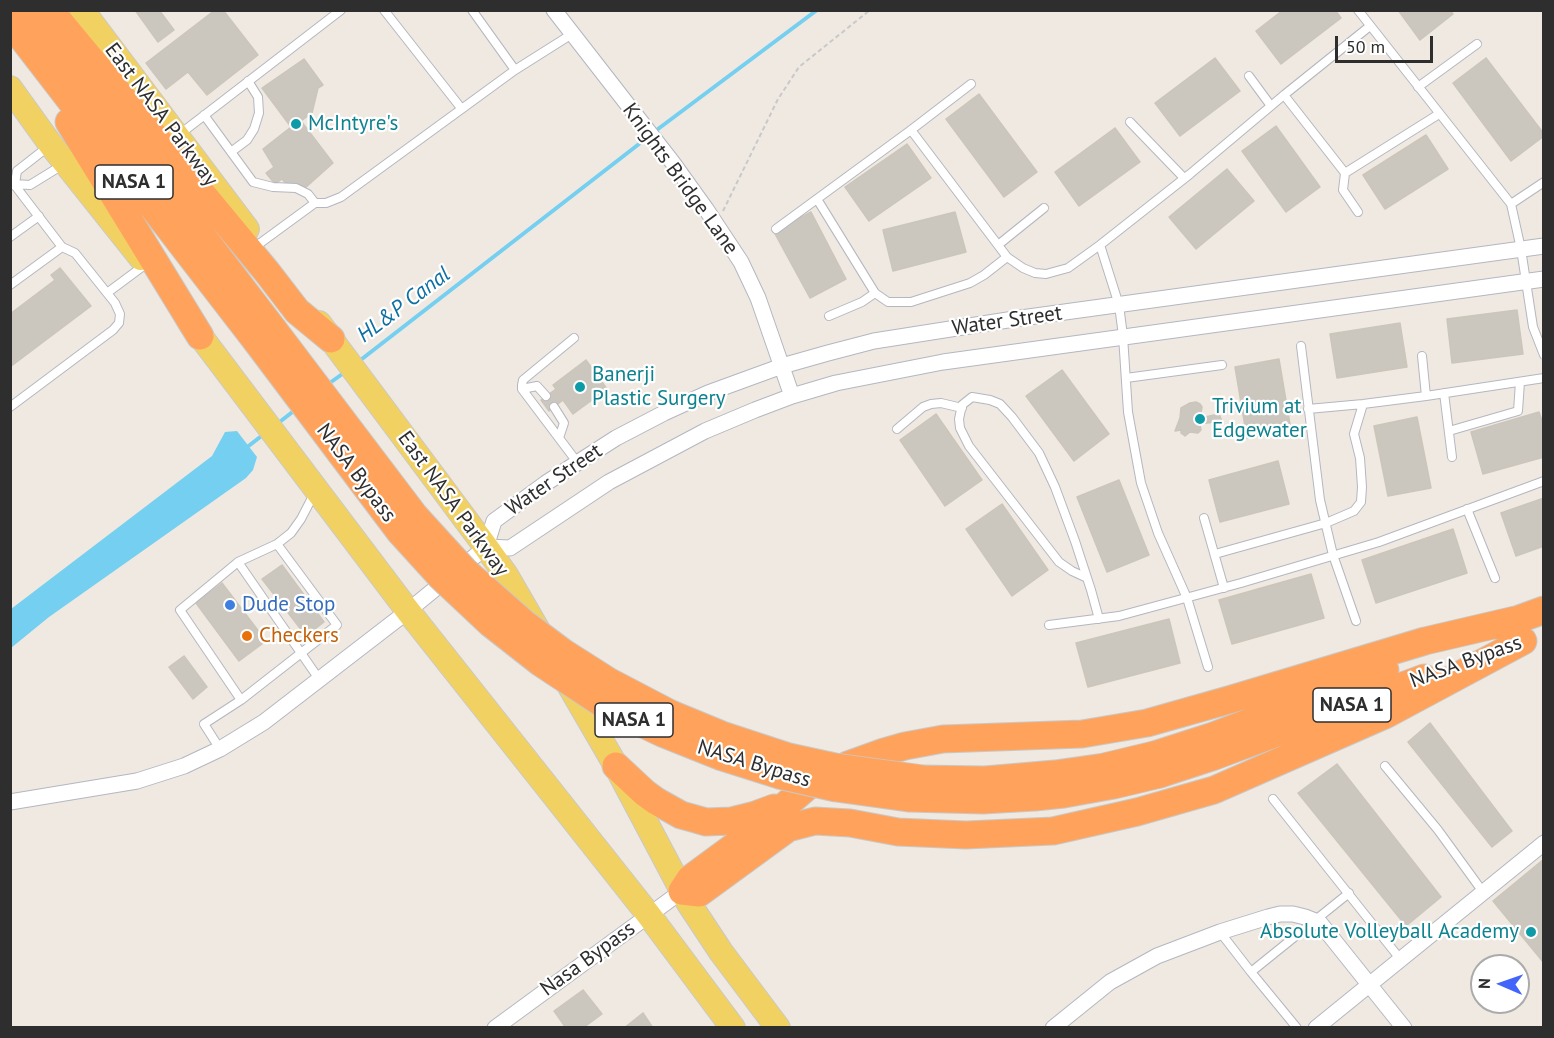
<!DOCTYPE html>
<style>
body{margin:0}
#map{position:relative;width:1554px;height:1038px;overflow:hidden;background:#efe9e1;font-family:"PT Sans",sans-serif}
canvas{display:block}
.frame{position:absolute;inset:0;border:12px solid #2e2e2e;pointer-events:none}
.north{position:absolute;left:1470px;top:954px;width:60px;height:60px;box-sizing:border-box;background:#fff;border:2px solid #ababab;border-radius:50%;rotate:272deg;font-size:16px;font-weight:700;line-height:24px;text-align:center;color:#2e2e2e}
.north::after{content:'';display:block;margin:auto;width:21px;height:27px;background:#4264fb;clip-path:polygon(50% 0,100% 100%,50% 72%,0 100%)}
.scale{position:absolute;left:1335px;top:36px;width:98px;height:27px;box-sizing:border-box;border:3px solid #2e2e2e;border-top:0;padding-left:8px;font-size:18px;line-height:21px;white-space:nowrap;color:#2e2e2e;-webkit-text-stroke:4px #fff;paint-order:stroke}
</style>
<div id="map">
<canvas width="1554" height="1038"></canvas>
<div class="frame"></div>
<div class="north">N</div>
<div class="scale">50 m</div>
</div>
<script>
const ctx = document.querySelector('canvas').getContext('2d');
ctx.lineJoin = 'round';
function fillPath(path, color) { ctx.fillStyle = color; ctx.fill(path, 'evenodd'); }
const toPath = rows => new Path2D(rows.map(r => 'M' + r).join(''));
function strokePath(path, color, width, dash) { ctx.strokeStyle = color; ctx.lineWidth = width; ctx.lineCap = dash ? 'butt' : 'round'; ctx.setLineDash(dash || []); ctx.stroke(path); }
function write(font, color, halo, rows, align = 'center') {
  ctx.font = font + ' "PT Sans",sans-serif'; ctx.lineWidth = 4.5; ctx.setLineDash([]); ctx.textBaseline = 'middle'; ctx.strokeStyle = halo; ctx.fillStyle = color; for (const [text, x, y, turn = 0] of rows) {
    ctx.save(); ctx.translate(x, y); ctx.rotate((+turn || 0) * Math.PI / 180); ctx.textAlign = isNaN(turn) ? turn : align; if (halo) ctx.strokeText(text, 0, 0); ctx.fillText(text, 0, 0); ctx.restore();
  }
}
fillPath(toPath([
 [237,431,257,457,253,470,246,478,49,617,11,648,11,609,212,456,225,432]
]), '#75cff0');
strokePath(toPath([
 [654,132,817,10],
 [358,362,648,137],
 [327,385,345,372],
 [277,424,295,410],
 [246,448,264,434]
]), '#75cff0', 4);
const building = toPath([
 [135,10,159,10,174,30,158,42,135,10],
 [215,10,223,10,258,55,207,95,188,72,166,89,146,63,215,10],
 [1283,10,1335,10,1341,18,1281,64,1256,31,1283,10],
 [1398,10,1450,10,1453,14,1420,40,1398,10],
 [1215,58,1240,91,1180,136,1155,103,1215,58],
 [1486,58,1544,134,1544,136,1511,161,1453,83,1486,58],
 [304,59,323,85,318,88,312,113,301,121,333,163,305,188,290,188,282,179,275,184,266,173,274,167,263,149,291,127,262,88,304,59],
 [979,94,1037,172,1004,197,946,119,979,94],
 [1276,126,1320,187,1286,212,1242,151,1276,126],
 [1115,128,1140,162,1079,206,1055,172,1115,128],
 [1426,135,1448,169,1385,209,1363,175,1426,135],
 [907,144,931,178,869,221,845,187,907,144],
 [1227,169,1254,201,1196,249,1169,217,1227,169],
 [811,212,846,279,810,298,774,232,811,212],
 [955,212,966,252,893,271,883,230,955,212],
 [60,268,91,306,10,367,10,314,55,280,51,275,60,268],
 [1517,310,1523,354,1452,363,1447,319,1517,310],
 [1400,323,1407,367,1337,378,1330,334,1400,323],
 [1279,359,1291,430,1247,438,1235,367,1279,359],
 [586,360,607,389,573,414,563,400,549,411,541,400,556,389,553,385,586,360],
 [1062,370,1109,434,1074,461,1026,396,1062,370],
 [1196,402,1200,404,1202,407,1200,418,1219,414,1222,421,1200,424,1201,430,1198,433,1190,432,1185,436,1181,433,1181,430,1175,431,1180,418,1181,408,1190,403,1196,402],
 [1539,412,1544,426,1544,457,1483,474,1471,432,1539,412],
 [936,414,982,480,945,506,900,440,936,414],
 [1417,417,1431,488,1388,496,1374,426,1417,417],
 [1278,461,1289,504,1220,522,1209,480,1278,461],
 [1119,480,1149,555,1107,572,1077,497,1119,480],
 [1544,498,1544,546,1516,556,1501,513,1544,498],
 [1002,504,1048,570,1012,596,966,529,1002,504],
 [1453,529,1467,573,1376,603,1362,560,1453,529],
 [282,565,324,622,306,636,262,579,282,565],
 [1311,574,1324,618,1232,644,1219,600,1311,574],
 [222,583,266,641,239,661,196,603,222,583],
 [1169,619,1180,663,1088,687,1076,643,1169,619],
 [184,656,207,687,193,699,169,667,184,656],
 [1430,723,1512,831,1492,847,1408,742,1430,723],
 [1337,764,1441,897,1406,926,1298,793,1337,764],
 [1544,859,1544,963,1493,901,1544,859],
 [583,990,602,1014,583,1028,566,1028,554,1011,583,990],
 [643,1013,653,1028,624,1028,643,1013]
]);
fillPath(building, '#cbc7bf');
strokePath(building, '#cbc5ba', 1.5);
const lane = toPath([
 [384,10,461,108],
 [1358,10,1511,204,1521,249,1533,327,1544,355],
 [515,70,572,34],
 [1249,76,1271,106],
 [1418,87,1477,44],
 [1284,95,1345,173,1343,190,1358,212],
 [204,115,253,182,273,187,296,188,308,194,315,203,259,244],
 [1130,122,1184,178],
 [911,130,1007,257,1023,268,1035,273,1046,274,1068,268,1100,245,1190,174,1284,95,1370,26],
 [180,134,341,10],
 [231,152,247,140,254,129,259,113,258,97,248,81],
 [1345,173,1439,114],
 [10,179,62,247,75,253,115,303,120,314,119,323,113,330,10,407],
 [15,184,17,171,49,146],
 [13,185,15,184,30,185,64,164],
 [817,199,875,293,888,302,911,302,970,283,984,275,1007,257],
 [315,203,326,203,341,197,515,70,472,10],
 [1511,204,1544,182],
 [776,229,911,130,971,84],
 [10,237,39,216],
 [998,245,1044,208],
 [1100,245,1119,305,1123,336,1128,412,1141,483,1158,533,1187,598,1208,667],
 [10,285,62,247],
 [107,293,146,264],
 [829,316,862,302,875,293],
 [574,338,523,380,522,385,522,389,577,462],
 [1301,346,1320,500,1333,555,1356,621],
 [1422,356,1426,396],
 [1126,378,1222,365],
 [522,389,537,386,546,396],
 [1444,393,1452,457],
 [554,407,564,423,559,438],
 [1308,409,1363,404,1426,396,1544,378],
 [897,429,923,407,931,404,941,403,962,408],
 [1449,431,1518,411,1520,382],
 [315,492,301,519,291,533,277,544,238,562,319,679],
 [1467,509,1495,578],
 [1204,518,1224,588],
 [1215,554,1326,523,1354,511,1361,502,1362,487,1360,458,1354,434,1363,404],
 [238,562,180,610,241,700],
 [1087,578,1072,571,1059,562,969,446,960,428,959,419,962,405,972,397,990,400,1000,404,1012,417,1039,453,1055,487,1075,541,1091,590,1099,619],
 [1049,625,1119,616,1241,583,1379,542,1544,481],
 [220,749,204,724,241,700,337,625,277,544],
 [1385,766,1438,830,1483,892],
 [1273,799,1401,960],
 [1220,932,1251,972,1349,893],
 [1251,972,1297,1028]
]);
const street = toPath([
 [554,10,673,163,706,209,741,262,758,298,792,396],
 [486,547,494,521,546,483,616,438,664,413,708,393,782,366,828,353,874,341,1014,319,1544,246],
 [486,547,510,548,609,482,705,431,755,410,792,396,836,383,943,362,1544,279],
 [10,802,137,781,184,766,220,749,264,722,408,611,486,547],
 [495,1028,682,891],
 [1053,1028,1110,982,1157,956,1220,932,1268,917,1280,914,1293,914,1305,917,1320,923,1404,1028],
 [1316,1028,1544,843]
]);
const primary = toPath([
 [82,10,247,229],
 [10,88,51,145,141,258],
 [189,321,408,611,648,914,733,1028],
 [319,323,486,547,506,575,539,632],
 [565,678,616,766,688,902,721,952,778,1028]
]);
const highway = toPath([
 [30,10,273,329],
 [50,10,267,272,297,311,331,339],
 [10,22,257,342],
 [69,122,200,336],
 [1515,620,1425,641,1232,699,1147,723,1082,734,943,739,905,746,884,752,848,765,809,785,758,829,690,879,682,891,699,893,788,828,815,821,850,823,898,832,966,835,1053,831,1137,812,1214,790,1385,715,1523,641],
 [1500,626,1544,610],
 [1154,755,1213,736,1385,670],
 [616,766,645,793,656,801,681,815,692,818,706,822,731,821,755,815,774,808],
 [1160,774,1212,757,1424,678]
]);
strokePath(lane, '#b4b7c1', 10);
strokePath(street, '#b4b7c1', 17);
strokePath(primary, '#c9c9c9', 26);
strokePath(highway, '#c9c9c9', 29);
strokePath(toPath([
 [723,211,778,99,799,67,870,10]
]), '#c9c9c9', 2, [4.5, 3]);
strokePath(lane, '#fff', 8);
strokePath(street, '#fff', 15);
strokePath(primary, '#f2d163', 24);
strokePath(highway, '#ffa35c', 27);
const highwayBridge = toPath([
 [273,329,414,515,465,571,525,624,564,653,608,681,671,714,722,735,789,757,835,767,923,779,985,780,1055,774,1104,767,1154,755],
 [257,342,400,532,441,577,490,623,541,663,600,702,641,723,662,733,722,757,779,775,836,788,908,798,983,800,1035,797,1064,794,1114,785,1160,774]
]);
strokePath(highwayBridge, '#c9c9c9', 29, []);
strokePath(highwayBridge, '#ffa35c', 27);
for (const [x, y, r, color] of [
 [296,124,6,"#0f9aa8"],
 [580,387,6,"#0f9aa8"],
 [1200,419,6,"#0f9aa8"],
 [230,605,6,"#3f7fe0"],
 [247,636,6,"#e8710a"],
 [1531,932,6,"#0f9aa8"]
]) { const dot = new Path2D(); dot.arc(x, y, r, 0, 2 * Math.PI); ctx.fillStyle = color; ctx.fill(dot); strokePath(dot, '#fff', 2); }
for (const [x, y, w] of [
 [134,182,78],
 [1352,705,78],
 [634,720,78]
]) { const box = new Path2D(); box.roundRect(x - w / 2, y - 17, w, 34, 4.5); ctx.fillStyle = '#fff'; ctx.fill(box); strokePath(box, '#2e2e2e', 1.5); }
write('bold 20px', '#2e2e2e', null, [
 ["NASA 1",134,182],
 ["NASA 1",1352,705],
 ["NASA 1",634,720]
]);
write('21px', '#2e2e2e', '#fff', [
 ["East NASA Parkway",161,115,53],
 ["Knights Bridge Lane",680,179,54],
 ["Water Street",1007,321,-8],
 ["NASA Bypass",356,473,53],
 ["Water Street",554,480,-34],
 ["East NASA Parkway",453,504,54],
 ["NASA Bypass",1466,662,-20],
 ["NASA Bypass",754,764,17],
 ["Nasa Bypass",588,959,-36]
]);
write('21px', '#0d838f', '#fff', [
 ["McIntyre's",308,124],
 ["Banerji",592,375],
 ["Plastic Surgery",592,399],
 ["Trivium at",1212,407],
 ["Edgewater",1212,431],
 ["Absolute Volleyball Academy",1519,932,"right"]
], 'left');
write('21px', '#366cbe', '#fff', [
 ["Dude Stop",242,605]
], 'left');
write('21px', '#c56008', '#fff', [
 ["Checkers",259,636]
], 'left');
write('italic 22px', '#0d6fa3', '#fff', [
 ["HL&P Canal",404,305,-37]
]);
</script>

- - - -

**Work task**
Nothing but the lines from the start of the listing through the line with "ctx.lineJoin = 'round';" belongs in the answer, each one retyped exactly and without pictures.

**Your solution**
<!DOCTYPE html>
<style>
body{margin:0}
#map{position:relative;width:1554px;height:1038px;overflow:hidden;background:#efe9e1;font-family:"PT Sans",sans-serif}
canvas{display:block}
.frame{position:absolute;inset:0;border:12px solid #2e2e2e;pointer-events:none}
.north{position:absolute;left:1470px;top:954px;width:60px;height:60px;box-sizing:border-box;background:#fff;border:2px solid #ababab;border-radius:50%;rotate:272deg;font-size:16px;font-weight:700;line-height:24px;text-align:center;color:#2e2e2e}
.north::after{content:'';display:block;margin:auto;width:21px;height:27px;background:#4264fb;clip-path:polygon(50% 0,100% 100%,50% 72%,0 100%)}
.scale{position:absolute;left:1335px;top:36px;width:98px;height:27px;box-sizing:border-box;border:3px solid #2e2e2e;border-top:0;padding-left:8px;font-size:18px;line-height:21px;white-space:nowrap;color:#2e2e2e;-webkit-text-stroke:4px #fff;paint-order:stroke}
</style>
<div id="map">
<canvas width="1554" height="1038"></canvas>
<div class="frame"></div>
<div class="north">N</div>
<div class="scale">50 m</div>
</div>
<script>
const ctx = document.querySelector('canvas').getContext('2d');
ctx.lineJoin = 'round';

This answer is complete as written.